Со злости Кристиан топнул ногой, развернулся и зашагал прочь. Он и сам прекрасно понимал, что пора. «Люси играет со мной — от нее не добьешься результата. Но и недооценивать ее нельзя. Шутки с кошкой в темноте добром не кончаются…»
Мышцы сводило судорогой, Аннет задыхалась в пыли, но всё равно продолжала держаться за седло, к которому была привязана корзина с цветами. До дебютантки долетали аплодисменты, смех и крики — толпа рукоплескала, толпа веселилась, толпа ревела, и сквозь весь этот рев Аннет едва улавливала указания Лионеля, стоявшего в центре левады. Он сочувствовал ей, потому что сам не раз выполнял этот трюк, один из сложнейших трюков, которые ему когда-либо приходилось демонстрировать. Его мать расположилась в углу огороженной площадки, и на ее лице читалось удовлетворение. Аргентинец, напротив, переживал. Его черты скрадывались тенью от сомбреро, которое он специально надел в честь праздника.

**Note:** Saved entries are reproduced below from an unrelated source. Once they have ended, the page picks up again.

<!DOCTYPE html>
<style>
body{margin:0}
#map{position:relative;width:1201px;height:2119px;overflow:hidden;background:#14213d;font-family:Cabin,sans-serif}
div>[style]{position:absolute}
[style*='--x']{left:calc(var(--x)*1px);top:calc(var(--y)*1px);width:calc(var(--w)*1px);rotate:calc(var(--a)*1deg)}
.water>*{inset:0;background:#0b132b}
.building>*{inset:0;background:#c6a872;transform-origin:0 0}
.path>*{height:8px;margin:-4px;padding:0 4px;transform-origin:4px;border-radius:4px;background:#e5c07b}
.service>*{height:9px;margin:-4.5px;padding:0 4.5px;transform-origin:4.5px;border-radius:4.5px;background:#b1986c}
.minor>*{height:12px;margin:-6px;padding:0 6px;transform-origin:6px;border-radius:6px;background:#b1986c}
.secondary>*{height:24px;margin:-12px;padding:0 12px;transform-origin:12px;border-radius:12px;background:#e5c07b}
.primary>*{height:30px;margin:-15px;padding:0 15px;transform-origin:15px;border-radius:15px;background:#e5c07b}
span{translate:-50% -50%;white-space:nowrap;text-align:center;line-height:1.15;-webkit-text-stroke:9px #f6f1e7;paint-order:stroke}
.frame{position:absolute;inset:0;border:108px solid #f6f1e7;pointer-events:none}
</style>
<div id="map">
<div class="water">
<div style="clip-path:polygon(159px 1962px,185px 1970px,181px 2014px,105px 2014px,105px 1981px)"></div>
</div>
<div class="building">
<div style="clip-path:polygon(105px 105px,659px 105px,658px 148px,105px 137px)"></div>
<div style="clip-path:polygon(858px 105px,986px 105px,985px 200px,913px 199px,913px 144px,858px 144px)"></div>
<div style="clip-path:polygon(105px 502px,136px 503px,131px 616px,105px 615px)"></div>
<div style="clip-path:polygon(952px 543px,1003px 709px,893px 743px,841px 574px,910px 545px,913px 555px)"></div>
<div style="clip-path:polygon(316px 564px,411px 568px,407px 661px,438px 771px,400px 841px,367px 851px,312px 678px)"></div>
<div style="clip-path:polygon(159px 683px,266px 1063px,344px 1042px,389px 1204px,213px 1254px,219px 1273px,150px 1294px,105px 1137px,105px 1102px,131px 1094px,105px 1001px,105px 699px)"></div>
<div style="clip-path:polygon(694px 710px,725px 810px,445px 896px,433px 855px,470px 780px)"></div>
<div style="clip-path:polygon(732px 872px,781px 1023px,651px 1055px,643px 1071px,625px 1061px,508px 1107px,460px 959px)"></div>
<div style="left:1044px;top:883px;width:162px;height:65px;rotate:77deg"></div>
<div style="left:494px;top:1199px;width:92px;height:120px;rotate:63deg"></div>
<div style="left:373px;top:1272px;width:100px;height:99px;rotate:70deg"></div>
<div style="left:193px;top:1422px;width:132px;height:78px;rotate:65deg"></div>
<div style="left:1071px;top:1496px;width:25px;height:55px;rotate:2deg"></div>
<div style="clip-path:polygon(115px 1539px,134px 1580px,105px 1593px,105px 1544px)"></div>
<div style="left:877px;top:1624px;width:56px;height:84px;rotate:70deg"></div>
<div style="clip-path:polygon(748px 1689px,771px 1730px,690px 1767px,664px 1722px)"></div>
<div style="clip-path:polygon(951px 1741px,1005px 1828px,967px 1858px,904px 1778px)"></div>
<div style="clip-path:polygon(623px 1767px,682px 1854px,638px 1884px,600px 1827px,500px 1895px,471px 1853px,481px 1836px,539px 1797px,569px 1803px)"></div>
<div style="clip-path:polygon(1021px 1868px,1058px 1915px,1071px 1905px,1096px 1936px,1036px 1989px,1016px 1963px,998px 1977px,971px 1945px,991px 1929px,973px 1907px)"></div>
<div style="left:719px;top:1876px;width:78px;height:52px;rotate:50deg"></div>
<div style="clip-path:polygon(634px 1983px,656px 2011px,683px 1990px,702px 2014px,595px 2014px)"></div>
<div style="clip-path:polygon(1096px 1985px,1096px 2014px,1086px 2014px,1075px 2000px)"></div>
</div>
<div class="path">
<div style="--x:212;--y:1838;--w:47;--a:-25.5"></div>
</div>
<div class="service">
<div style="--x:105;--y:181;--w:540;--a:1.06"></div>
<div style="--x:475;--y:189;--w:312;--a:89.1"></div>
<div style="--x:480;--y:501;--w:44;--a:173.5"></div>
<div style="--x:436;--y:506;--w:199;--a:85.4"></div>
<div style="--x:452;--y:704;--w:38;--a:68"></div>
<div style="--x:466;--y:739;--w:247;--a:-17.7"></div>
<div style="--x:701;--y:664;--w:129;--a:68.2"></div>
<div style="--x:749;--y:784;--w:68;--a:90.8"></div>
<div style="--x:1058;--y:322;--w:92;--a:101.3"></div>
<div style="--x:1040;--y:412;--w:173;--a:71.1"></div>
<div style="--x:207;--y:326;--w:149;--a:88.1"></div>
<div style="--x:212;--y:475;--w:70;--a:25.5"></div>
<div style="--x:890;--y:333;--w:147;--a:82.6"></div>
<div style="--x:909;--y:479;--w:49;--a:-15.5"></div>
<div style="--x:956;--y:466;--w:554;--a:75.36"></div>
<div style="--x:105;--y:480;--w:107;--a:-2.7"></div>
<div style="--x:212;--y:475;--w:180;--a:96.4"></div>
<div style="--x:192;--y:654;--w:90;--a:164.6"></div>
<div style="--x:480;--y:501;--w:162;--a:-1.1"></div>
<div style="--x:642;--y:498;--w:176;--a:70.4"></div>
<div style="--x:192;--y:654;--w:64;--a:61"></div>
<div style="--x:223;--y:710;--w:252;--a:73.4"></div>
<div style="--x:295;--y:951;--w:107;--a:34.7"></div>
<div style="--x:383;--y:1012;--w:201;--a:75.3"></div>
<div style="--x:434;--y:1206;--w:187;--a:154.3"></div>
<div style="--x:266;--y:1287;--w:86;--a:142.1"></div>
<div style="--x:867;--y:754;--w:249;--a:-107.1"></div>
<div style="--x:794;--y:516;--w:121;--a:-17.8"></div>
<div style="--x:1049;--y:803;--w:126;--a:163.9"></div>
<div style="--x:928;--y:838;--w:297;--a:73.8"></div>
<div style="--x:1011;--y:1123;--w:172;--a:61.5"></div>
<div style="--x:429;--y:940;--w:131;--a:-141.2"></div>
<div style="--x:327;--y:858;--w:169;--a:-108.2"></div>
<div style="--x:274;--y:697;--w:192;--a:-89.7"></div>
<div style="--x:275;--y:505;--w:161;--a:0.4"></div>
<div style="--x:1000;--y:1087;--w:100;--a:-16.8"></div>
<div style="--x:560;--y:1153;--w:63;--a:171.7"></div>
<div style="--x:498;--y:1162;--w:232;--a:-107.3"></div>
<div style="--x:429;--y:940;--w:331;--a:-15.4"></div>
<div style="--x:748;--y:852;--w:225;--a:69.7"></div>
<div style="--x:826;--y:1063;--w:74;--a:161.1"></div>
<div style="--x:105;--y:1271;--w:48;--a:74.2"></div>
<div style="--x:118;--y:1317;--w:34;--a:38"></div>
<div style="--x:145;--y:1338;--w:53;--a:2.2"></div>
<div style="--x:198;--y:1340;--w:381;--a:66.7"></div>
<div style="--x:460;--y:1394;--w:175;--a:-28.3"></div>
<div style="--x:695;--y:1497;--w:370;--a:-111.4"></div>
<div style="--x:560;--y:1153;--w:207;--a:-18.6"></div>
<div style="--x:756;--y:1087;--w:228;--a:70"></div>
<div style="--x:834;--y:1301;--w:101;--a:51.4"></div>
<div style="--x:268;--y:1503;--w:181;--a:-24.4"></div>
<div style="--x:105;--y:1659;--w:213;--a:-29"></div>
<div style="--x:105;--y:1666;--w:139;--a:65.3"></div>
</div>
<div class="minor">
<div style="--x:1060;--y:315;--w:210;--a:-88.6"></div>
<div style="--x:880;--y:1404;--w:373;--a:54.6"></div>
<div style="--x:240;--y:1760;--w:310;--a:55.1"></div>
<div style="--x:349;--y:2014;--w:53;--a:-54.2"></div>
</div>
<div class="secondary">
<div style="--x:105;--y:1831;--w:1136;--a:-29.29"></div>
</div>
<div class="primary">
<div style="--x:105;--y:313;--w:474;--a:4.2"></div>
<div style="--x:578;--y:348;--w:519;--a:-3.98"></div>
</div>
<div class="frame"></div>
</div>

«Если она не упадет, если продержится до финального свистка, — думал он, — мы соберем богатый урожай. Сегодня люди готовы раскошелиться, они щедры в преддверии нового года. Может, нам и удастся поужинать на славу…»
Аннет молилась, чтобы не подвести своих благодетелей, ведь в какой-то степени эта семья облагодетельствовала ее, дав ей кров и пищу, пускай скудную, но пищу. Без поддержки аргентинца она была бы сейчас попрошайкой, нищенкой, бродягой на грязных улицах, и уж тогда Туоно точно бы ее сцапал.

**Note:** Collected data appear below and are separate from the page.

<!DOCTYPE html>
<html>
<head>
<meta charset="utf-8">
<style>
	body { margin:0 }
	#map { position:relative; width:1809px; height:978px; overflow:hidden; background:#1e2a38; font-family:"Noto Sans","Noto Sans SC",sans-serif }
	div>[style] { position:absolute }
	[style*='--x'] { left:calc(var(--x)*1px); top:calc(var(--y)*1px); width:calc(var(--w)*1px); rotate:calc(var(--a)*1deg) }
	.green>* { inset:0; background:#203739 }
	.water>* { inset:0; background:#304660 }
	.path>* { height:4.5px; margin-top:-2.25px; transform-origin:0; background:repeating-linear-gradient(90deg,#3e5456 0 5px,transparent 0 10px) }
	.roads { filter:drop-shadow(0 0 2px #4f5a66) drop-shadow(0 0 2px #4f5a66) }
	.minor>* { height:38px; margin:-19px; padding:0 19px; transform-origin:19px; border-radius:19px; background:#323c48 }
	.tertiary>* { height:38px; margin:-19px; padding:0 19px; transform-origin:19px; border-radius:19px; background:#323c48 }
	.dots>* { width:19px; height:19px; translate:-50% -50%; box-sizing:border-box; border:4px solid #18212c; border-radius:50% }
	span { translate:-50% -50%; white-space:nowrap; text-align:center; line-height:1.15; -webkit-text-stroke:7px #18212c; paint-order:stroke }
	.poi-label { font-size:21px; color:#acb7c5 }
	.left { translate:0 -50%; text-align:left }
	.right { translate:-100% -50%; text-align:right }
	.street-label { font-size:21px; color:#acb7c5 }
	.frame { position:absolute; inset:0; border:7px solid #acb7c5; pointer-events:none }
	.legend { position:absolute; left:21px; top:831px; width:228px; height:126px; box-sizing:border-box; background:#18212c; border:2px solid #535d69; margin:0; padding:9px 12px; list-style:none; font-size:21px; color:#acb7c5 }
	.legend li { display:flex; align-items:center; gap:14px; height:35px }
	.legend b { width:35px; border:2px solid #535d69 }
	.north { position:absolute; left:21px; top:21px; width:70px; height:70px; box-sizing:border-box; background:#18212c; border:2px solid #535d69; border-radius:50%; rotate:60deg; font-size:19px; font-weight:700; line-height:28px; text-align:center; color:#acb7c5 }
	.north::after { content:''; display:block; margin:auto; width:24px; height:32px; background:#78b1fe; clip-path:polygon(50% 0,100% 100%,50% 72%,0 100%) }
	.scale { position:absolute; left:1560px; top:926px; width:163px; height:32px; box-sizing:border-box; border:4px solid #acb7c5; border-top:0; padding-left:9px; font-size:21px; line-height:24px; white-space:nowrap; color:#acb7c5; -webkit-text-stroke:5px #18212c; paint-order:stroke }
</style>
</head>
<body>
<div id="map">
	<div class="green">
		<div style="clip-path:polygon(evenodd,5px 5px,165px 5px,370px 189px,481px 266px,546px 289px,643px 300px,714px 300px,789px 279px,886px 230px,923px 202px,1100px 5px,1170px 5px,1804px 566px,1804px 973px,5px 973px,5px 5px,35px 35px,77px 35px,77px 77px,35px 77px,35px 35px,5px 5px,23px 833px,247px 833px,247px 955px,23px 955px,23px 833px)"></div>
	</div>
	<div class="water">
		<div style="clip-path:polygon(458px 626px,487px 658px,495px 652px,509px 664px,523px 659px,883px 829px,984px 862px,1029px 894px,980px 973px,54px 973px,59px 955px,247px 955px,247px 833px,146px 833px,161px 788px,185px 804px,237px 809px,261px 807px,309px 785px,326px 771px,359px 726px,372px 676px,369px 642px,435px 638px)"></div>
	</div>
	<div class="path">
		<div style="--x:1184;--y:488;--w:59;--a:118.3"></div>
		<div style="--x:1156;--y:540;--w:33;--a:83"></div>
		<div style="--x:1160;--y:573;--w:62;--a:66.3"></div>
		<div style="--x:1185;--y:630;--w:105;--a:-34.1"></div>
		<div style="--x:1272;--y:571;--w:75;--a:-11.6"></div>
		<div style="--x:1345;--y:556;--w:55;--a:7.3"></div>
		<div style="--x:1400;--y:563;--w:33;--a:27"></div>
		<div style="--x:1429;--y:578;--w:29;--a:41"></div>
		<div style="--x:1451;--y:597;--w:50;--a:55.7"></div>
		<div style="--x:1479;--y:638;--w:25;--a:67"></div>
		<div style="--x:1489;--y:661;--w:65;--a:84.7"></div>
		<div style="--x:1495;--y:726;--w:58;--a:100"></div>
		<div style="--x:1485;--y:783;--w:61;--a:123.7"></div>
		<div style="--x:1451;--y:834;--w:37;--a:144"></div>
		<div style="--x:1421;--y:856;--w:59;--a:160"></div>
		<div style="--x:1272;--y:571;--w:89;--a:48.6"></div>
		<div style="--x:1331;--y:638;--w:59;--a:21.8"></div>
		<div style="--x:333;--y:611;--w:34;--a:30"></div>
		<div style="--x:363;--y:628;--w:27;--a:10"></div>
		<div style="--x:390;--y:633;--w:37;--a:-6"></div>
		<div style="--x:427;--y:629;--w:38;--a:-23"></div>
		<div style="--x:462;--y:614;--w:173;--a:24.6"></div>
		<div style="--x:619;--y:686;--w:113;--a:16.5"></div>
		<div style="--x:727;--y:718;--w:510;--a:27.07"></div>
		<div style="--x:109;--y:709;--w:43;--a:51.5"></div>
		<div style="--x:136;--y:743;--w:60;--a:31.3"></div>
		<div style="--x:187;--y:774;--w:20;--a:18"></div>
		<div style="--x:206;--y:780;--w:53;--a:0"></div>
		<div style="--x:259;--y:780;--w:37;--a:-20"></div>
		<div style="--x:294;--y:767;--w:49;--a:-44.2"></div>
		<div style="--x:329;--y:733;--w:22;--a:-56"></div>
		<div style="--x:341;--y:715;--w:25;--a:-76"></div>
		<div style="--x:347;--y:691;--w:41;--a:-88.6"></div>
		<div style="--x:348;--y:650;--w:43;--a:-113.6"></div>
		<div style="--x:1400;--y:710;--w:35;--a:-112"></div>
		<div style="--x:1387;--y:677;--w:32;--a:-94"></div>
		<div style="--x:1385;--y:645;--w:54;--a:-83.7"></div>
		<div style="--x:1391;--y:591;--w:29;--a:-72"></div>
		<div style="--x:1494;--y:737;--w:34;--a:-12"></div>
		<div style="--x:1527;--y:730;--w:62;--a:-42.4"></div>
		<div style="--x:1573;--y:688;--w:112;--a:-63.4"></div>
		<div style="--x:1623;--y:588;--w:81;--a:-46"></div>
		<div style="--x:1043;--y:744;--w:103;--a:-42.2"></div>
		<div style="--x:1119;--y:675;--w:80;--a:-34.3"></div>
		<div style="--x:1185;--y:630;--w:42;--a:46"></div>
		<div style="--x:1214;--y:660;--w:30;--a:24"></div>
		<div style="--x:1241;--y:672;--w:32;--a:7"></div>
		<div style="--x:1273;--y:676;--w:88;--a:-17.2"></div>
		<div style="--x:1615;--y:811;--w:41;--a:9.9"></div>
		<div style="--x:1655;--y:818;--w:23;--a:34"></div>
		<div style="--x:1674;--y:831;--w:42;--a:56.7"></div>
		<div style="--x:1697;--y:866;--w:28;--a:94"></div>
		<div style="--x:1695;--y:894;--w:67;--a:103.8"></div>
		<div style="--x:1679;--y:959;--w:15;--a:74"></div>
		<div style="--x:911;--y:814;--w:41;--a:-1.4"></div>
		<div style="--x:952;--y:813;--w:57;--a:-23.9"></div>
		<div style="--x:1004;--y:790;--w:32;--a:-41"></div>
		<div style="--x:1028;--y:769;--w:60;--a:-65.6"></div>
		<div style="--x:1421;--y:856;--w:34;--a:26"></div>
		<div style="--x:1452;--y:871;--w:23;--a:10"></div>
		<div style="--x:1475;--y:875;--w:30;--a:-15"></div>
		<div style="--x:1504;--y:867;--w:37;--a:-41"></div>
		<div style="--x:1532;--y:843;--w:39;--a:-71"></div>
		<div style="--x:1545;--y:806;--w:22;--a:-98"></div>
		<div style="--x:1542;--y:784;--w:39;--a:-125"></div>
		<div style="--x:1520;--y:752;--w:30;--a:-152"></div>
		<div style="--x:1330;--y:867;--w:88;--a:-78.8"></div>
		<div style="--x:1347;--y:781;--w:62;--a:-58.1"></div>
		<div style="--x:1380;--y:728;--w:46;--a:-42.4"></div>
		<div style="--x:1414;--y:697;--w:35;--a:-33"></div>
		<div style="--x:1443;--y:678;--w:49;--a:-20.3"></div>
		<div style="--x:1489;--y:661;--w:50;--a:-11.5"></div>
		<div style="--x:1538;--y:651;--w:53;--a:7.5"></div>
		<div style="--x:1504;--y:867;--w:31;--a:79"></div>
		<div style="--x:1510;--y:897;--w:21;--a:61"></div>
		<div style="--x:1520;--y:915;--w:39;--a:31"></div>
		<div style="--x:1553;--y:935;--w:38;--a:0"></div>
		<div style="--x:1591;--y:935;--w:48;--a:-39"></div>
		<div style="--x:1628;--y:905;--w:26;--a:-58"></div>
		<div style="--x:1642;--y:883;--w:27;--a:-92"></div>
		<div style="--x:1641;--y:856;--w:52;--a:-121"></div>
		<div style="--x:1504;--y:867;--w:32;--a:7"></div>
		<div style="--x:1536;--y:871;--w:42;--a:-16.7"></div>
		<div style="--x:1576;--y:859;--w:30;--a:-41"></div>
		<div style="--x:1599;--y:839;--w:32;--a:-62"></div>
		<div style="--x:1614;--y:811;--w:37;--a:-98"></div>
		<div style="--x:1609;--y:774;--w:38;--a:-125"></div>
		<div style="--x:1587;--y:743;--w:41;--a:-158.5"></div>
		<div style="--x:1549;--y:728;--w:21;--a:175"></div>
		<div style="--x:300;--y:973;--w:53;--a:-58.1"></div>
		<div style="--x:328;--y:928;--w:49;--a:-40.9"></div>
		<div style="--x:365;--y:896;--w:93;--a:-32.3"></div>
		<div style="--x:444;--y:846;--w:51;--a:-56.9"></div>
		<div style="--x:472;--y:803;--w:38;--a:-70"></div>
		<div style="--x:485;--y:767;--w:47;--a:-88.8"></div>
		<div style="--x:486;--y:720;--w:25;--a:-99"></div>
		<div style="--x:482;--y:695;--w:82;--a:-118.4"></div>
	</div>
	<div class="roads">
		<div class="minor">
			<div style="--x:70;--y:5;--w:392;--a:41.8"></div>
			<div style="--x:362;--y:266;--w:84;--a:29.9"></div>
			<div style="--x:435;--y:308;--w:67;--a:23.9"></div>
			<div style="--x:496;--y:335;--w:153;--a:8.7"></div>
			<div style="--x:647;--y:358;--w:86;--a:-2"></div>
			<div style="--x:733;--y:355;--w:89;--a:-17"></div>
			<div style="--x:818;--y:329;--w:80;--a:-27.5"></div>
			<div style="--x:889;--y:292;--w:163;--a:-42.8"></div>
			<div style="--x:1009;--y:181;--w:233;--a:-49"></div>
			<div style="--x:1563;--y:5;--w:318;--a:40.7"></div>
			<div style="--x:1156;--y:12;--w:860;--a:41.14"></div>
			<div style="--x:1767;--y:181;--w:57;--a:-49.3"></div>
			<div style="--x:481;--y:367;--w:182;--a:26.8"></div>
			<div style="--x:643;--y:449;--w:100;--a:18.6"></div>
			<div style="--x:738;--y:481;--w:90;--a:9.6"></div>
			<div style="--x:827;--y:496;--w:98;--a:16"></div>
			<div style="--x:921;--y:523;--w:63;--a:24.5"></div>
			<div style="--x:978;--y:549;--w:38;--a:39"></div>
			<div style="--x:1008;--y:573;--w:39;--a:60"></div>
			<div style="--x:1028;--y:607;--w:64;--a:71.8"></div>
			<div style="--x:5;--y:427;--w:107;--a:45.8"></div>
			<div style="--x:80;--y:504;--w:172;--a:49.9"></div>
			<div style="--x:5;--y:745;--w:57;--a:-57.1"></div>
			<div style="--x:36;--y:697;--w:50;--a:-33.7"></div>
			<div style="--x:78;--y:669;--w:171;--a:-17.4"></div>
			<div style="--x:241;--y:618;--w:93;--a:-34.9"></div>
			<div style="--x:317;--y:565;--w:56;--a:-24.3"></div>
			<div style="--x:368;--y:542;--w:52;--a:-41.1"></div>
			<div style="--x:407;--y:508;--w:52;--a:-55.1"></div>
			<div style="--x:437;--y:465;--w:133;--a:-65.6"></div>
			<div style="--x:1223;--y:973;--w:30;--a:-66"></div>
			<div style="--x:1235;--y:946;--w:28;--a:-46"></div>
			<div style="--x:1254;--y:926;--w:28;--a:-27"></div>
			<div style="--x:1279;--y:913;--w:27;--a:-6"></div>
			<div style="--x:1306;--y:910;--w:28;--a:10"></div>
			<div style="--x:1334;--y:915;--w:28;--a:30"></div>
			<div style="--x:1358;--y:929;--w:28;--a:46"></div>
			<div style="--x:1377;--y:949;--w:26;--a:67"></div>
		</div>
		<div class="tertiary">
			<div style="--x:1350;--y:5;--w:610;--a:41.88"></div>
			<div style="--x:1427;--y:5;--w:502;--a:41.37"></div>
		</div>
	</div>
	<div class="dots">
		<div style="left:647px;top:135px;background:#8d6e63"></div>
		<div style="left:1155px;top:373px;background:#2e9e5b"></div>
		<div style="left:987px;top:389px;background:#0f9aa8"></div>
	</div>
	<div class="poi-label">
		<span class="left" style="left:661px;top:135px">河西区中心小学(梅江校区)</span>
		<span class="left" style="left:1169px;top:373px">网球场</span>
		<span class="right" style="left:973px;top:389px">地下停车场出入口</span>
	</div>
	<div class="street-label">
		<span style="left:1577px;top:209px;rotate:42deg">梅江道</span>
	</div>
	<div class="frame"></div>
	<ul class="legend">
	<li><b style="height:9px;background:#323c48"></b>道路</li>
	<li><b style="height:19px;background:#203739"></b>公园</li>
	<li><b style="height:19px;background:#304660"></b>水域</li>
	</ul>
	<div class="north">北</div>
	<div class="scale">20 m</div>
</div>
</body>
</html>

Но первому в ее жизни выступлению суждено было окончиться провалом. Кольцо толпы прорвалось, и к загону, яростно работая кулаками, приблизился заместитель директора.
— Ага! — вскричал он. — Я полгорода оббегал, а она вот где развлекается! — этот голос подействовал на Аннет, как ружейный выстрел. Руки ее ослабли, подогнулись, и спустя несколько ужасных мгновений она барахталась на земле, корчась от боли в спине. Лошадь встала на дыбы, и, если бы не Лионель, размозжила бы ей голову. Туоно выволок почти бесчувственную француженку за ограду, невзирая на возгласы возмущения и протесты публики.